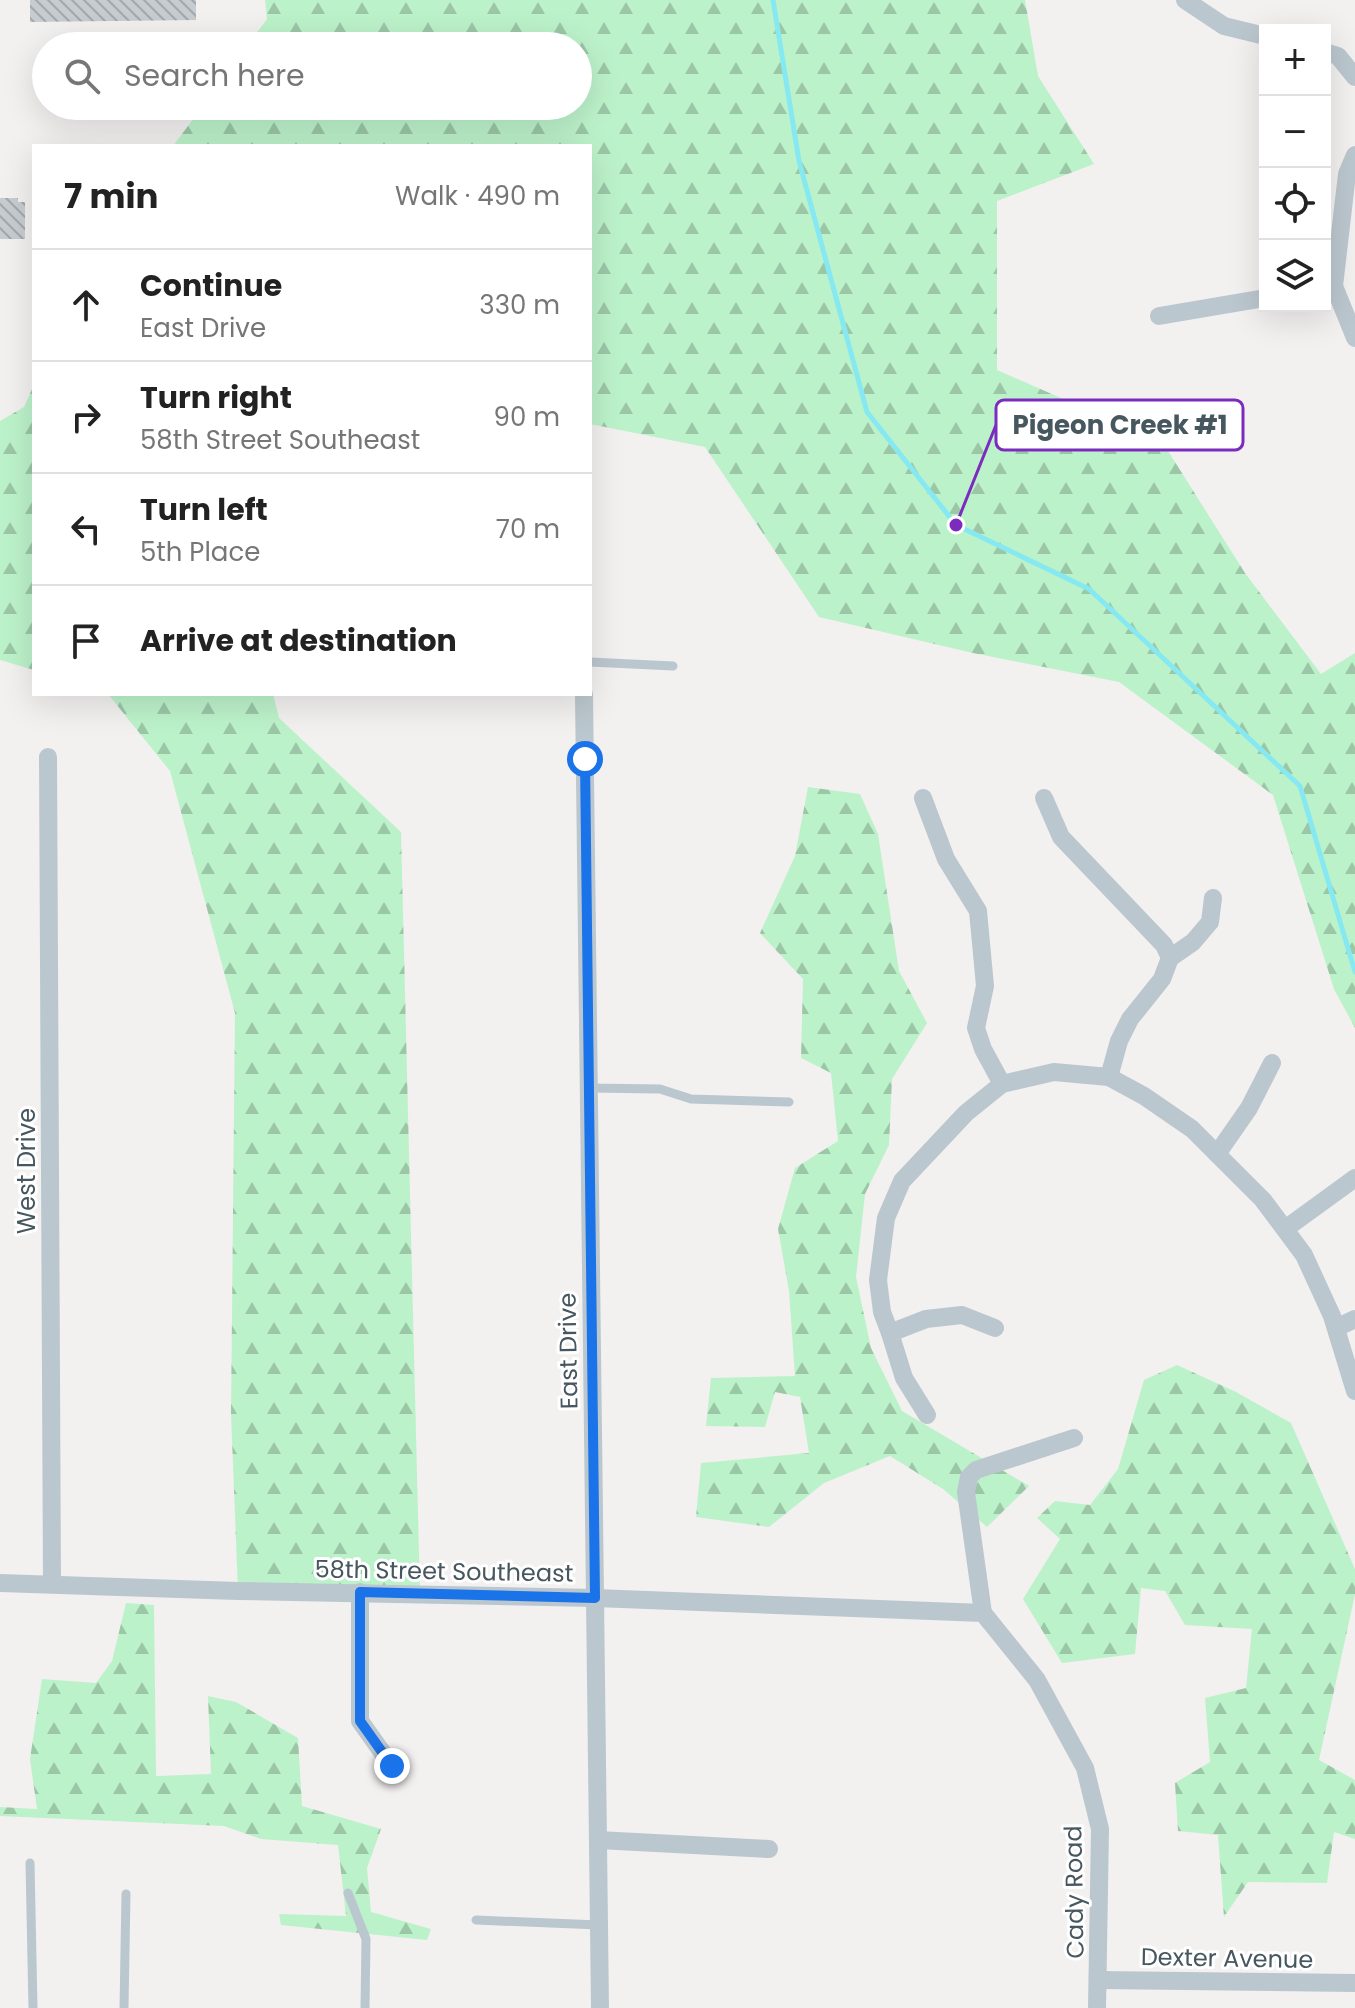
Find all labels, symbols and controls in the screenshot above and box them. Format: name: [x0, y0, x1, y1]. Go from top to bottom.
map controls: [1259, 24, 1331, 312]
button: +: [1259, 24, 1331, 96]
search box: [32, 32, 592, 120]
icon: search: [60, 54, 104, 98]
text: Search here: [124, 54, 305, 97]
button: −: [1259, 96, 1331, 168]
button: locate: [1259, 168, 1331, 240]
text: 7 min: [64, 172, 158, 220]
text: Walk · 490 m: [395, 178, 560, 214]
button: layers: [1259, 240, 1331, 312]
text: Continue: [140, 264, 282, 307]
icon: ahead: [64, 283, 108, 327]
text: 330 m: [479, 287, 560, 323]
text: East Drive: [140, 310, 266, 346]
text: Turn right: [140, 376, 292, 419]
icon: right: [64, 395, 108, 439]
text: 90 m: [494, 399, 560, 435]
callout: Pigeon Creek #1: [996, 400, 1243, 450]
text: Pigeon Creek #1: [1013, 407, 1228, 443]
text: 58th Street Southeast: [140, 422, 420, 458]
text: Turn left: [140, 488, 268, 531]
icon: left: [64, 507, 108, 551]
text: 70 m: [496, 511, 560, 547]
text: 5th Place: [140, 534, 260, 570]
icon: arrive: [64, 619, 108, 663]
text: Arrive at destination: [140, 619, 457, 662]
route start: [567, 741, 603, 777]
street label: West Drive: [10, 1108, 43, 1234]
street label: East Drive: [550, 1293, 586, 1409]
street label: 58th Street Southeast: [314, 1552, 574, 1590]
route end: [374, 1748, 410, 1784]
street label: Cady Road: [1056, 1825, 1092, 1959]
street label: Dexter Avenue: [1140, 1940, 1314, 1976]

Exercise directions
The listing above must be restated word for word. Its pictures are to be left out.

Result for this exercise
Find all labels, symbols and controls in the screenshot above and box them. Format: name: [x0, y0, x1, y1]. Go from top to bottom.
map controls: [1259, 24, 1331, 312]
button: +: [1259, 24, 1331, 96]
search box: [32, 32, 592, 120]
icon: search: [60, 54, 104, 98]
text: Search here: [124, 54, 305, 97]
button: −: [1259, 96, 1331, 168]
button: locate: [1259, 168, 1331, 240]
text: 7 min: [64, 172, 158, 220]
text: Walk · 490 m: [395, 178, 560, 214]
button: layers: [1259, 240, 1331, 312]
text: Continue: [140, 264, 282, 307]
icon: ahead: [64, 283, 108, 327]
text: 330 m: [479, 287, 560, 323]
text: East Drive: [140, 310, 266, 346]
text: Turn right: [140, 376, 292, 419]
icon: right: [64, 395, 108, 439]
text: 90 m: [494, 399, 560, 435]
callout: Pigeon Creek #1: [996, 400, 1243, 450]
text: Pigeon Creek #1: [1013, 407, 1228, 443]
text: 58th Street Southeast: [140, 422, 420, 458]
text: Turn left: [140, 488, 268, 531]
icon: left: [64, 507, 108, 551]
text: 70 m: [496, 511, 560, 547]
text: 5th Place: [140, 534, 260, 570]
icon: arrive: [64, 619, 108, 663]
text: Arrive at destination: [140, 619, 457, 662]
route start: [567, 741, 603, 777]
street label: West Drive: [10, 1108, 43, 1234]
street label: East Drive: [550, 1293, 586, 1409]
street label: 58th Street Southeast: [314, 1552, 574, 1590]
route end: [374, 1748, 410, 1784]
street label: Cady Road: [1056, 1825, 1092, 1959]
street label: Dexter Avenue: [1140, 1940, 1314, 1976]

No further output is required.